Le programme SESAR, partenariat public-privé entre l'Union européenne, Eurocontrol et les principaux industriels de l'aéronautique, vise une réduction de 10 % des émissions à l'horizon 2050 par rapport à 2017. Le déploiement progressif de l'espace aérien à route libre (en anglais, Free Route Airspace ou FRA)96(*) dans le cadre de ce programme a déjà permis d'économiser 10 millions de tonnes de CO2 entre 2017 et 2021.

À plus long terme, l'approche globale pourra être poussée plus avant grâce aux vols en formation. Comme l'a expliqué Yannick Assouad, lors de ces vols, un avion entraîne dans les tourbillons de sillage issus de ses ailes un deuxième avion, permettant à ce dernier de profiter du surcroît de portance engendré et de réduire sa consommation.
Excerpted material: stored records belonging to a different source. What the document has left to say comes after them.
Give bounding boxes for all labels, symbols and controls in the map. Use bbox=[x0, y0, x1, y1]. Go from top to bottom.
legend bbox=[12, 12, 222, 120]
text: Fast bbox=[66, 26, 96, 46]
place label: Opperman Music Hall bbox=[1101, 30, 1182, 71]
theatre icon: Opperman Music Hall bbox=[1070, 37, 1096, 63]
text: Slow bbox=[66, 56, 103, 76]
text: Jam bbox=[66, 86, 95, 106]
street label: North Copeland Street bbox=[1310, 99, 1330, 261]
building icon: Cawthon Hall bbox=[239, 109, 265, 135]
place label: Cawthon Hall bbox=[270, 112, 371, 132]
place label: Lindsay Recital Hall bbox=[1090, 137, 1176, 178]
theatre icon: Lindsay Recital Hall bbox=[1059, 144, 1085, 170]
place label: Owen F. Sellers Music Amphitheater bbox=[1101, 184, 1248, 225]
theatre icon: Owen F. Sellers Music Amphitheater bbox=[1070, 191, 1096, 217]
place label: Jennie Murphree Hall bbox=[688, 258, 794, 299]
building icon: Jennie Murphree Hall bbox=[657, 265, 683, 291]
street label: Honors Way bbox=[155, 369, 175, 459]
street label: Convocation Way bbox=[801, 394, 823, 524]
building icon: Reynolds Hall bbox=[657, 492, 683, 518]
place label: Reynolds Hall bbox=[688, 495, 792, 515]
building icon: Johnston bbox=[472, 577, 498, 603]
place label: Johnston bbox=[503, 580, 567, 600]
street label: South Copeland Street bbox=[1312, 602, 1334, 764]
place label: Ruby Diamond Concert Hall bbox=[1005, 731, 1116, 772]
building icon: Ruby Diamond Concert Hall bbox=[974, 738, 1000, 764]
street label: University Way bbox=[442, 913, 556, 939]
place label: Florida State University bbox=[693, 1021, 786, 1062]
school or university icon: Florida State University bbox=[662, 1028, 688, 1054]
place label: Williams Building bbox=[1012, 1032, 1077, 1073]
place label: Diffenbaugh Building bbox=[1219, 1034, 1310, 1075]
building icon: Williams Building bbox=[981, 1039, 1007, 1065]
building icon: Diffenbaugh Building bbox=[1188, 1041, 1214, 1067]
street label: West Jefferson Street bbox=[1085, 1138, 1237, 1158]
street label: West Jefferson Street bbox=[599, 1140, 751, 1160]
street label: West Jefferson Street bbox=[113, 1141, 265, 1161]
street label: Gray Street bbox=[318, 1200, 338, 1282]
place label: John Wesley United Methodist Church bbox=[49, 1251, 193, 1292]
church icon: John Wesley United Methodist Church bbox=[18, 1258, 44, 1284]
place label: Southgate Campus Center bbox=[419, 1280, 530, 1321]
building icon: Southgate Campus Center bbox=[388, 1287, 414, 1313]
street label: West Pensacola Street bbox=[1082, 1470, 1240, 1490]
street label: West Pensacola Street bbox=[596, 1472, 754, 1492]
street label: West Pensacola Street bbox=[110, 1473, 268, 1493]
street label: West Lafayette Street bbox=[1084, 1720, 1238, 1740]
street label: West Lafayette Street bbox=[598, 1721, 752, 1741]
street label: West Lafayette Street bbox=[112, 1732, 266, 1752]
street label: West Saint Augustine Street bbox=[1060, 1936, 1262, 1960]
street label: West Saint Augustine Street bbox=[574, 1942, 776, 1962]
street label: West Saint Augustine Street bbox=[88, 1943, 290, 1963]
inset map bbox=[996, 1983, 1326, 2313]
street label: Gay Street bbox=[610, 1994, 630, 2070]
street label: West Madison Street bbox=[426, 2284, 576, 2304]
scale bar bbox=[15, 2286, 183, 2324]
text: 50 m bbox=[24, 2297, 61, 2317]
Compte tenu de la proximité entre les appareils, une avionique puissante devra gérer la trajectoire de façon précise. De nouvelles réglementations seront aussi nécessaires afin de permettre à deux avions d'être plus proches tout en conservant une sécurité optimale.

Cinq A350 effectuant un vol en formation en septembre 2014

Actuellement étudiées par Airbus avec le démonstrateur Hello'fly, de telles évolutions pourraient réduire de 5 % à 10 % la consommation de l'avion suiveur. Elles ne seraient toutefois exploitables que sur des itinéraires long-courriers suffisamment fréquentés pour réunir plusieurs avions.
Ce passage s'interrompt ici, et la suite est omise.